Stored data entries:
-.-.-

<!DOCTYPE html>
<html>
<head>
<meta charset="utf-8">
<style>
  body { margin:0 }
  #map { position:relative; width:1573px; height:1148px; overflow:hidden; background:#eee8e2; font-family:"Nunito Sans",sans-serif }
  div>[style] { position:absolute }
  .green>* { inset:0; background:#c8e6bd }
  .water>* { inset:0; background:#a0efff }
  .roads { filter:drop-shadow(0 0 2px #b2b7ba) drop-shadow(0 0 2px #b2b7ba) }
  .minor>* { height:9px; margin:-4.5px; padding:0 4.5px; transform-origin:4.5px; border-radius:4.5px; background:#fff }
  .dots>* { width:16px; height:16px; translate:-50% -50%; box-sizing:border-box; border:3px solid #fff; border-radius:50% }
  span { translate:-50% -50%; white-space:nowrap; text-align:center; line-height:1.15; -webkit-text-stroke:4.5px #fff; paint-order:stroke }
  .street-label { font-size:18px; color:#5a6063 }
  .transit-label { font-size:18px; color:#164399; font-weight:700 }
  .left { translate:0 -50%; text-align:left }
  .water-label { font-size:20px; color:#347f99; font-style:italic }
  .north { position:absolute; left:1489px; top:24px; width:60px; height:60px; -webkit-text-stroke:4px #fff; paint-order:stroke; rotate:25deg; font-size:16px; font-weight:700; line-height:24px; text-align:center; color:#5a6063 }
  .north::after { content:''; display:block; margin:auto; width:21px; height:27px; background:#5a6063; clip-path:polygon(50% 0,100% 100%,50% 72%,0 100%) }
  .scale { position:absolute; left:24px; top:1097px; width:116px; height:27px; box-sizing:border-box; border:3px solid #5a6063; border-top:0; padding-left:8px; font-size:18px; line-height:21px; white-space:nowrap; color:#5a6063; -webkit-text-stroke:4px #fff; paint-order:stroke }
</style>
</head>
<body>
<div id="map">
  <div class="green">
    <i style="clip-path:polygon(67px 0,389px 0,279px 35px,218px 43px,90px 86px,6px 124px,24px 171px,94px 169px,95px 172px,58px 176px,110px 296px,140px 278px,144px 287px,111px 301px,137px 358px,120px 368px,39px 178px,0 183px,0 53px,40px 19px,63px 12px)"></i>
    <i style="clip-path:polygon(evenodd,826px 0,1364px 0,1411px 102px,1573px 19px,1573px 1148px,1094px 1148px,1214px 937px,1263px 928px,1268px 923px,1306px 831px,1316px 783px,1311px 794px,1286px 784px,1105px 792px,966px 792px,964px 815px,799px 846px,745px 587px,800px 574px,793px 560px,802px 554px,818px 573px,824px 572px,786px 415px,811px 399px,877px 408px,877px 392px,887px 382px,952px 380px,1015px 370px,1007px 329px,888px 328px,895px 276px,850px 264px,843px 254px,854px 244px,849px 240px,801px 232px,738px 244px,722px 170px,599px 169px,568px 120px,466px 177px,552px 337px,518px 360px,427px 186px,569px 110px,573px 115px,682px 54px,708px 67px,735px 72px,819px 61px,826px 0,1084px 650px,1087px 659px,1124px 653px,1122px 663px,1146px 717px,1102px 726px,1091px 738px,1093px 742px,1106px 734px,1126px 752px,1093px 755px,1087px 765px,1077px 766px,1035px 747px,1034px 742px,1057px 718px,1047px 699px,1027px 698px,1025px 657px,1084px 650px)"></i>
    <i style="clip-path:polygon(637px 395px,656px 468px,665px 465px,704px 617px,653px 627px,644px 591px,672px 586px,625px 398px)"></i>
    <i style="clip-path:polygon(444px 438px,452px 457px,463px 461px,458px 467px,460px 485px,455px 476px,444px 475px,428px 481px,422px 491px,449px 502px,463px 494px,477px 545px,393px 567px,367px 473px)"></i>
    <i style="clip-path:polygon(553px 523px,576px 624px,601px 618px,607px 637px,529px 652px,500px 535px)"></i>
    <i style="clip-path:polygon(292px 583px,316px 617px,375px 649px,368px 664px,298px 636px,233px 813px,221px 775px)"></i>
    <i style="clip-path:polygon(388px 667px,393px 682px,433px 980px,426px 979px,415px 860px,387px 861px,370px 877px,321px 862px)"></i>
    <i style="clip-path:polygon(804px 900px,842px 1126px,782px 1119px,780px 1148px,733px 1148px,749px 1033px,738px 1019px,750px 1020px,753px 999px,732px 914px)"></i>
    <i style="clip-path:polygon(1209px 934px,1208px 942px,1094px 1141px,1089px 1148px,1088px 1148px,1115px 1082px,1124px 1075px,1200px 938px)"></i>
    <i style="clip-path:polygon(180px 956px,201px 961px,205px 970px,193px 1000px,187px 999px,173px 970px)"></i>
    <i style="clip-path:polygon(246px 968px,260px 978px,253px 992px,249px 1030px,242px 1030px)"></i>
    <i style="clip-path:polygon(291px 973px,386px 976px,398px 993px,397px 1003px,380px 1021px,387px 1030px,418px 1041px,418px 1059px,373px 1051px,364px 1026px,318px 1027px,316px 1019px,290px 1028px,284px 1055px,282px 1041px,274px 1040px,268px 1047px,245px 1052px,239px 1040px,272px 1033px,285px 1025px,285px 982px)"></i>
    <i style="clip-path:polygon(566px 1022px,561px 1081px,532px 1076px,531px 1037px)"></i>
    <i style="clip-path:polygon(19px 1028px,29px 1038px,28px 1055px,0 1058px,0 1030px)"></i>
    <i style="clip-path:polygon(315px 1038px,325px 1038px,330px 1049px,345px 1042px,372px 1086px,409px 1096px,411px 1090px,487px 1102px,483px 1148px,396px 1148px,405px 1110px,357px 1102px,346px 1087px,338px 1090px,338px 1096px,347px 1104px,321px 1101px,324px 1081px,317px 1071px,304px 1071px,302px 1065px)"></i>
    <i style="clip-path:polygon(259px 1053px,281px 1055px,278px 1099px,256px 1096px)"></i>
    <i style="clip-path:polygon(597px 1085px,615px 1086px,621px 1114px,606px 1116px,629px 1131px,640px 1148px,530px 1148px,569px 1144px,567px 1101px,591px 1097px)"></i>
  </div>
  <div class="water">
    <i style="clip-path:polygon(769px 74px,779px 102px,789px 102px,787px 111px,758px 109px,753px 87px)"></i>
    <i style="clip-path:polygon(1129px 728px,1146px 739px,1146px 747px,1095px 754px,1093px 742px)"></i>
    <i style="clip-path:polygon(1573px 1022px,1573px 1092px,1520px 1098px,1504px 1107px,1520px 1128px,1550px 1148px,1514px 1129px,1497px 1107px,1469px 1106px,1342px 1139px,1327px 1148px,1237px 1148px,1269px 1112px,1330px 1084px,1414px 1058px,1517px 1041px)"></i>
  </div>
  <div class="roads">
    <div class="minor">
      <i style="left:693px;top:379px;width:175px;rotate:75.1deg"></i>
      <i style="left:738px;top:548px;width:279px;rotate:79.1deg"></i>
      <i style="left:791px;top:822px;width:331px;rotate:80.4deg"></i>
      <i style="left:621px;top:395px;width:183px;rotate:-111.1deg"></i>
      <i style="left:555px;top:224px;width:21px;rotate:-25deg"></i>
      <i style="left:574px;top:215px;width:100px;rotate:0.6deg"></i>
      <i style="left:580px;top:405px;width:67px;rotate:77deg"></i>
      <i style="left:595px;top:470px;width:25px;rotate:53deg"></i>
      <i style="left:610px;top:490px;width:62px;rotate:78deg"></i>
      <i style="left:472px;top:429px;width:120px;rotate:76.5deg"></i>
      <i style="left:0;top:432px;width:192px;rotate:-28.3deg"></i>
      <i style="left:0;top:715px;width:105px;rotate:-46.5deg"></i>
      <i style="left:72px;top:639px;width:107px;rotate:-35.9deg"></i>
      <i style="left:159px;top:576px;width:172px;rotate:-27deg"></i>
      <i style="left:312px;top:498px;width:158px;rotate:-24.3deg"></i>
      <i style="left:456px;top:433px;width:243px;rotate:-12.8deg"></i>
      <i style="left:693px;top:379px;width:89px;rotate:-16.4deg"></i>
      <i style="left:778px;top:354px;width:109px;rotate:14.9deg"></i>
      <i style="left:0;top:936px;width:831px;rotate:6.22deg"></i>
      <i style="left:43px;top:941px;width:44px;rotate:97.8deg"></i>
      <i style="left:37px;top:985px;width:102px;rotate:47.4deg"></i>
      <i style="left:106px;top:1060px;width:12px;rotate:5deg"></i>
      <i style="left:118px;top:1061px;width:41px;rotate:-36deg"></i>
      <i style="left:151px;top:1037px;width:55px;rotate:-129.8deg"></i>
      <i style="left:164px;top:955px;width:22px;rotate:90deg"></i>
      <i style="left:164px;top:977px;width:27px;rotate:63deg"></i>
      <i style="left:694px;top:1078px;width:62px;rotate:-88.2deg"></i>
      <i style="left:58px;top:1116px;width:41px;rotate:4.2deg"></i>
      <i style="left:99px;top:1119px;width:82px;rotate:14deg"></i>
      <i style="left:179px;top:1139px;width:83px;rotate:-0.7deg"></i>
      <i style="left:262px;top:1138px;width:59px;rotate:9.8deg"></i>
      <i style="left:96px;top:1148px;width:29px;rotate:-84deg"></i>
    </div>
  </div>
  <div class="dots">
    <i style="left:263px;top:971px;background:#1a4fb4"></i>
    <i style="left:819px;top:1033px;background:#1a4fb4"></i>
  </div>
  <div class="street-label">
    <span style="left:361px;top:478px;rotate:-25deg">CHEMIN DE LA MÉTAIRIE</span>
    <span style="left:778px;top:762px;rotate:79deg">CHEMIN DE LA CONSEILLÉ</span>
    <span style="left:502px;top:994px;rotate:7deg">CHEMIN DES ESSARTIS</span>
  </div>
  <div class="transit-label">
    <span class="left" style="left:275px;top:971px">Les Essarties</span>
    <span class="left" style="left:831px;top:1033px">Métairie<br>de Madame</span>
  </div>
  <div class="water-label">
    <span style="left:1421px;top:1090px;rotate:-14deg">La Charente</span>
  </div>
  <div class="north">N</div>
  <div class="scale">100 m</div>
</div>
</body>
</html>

-.-.-

*Exercise prompt*: Copy every line in the entries above that has the string "background" in it.

*Task output*:
  #map { position:relative; width:1573px; height:1148px; overflow:hidden; background:#eee8e2; font-family:"Nunito Sans",sans-serif }
  .green>* { inset:0; background:#c8e6bd }
  .water>* { inset:0; background:#a0efff }
  .minor>* { height:9px; margin:-4.5px; padding:0 4.5px; transform-origin:4.5px; border-radius:4.5px; background:#fff }
  .north::after { content:''; display:block; margin:auto; width:21px; height:27px; background:#5a6063; clip-path:polygon(50% 0,100% 100%,50% 72%,0 100%) }
    <i style="left:263px;top:971px;background:#1a4fb4"></i>
    <i style="left:819px;top:1033px;background:#1a4fb4"></i>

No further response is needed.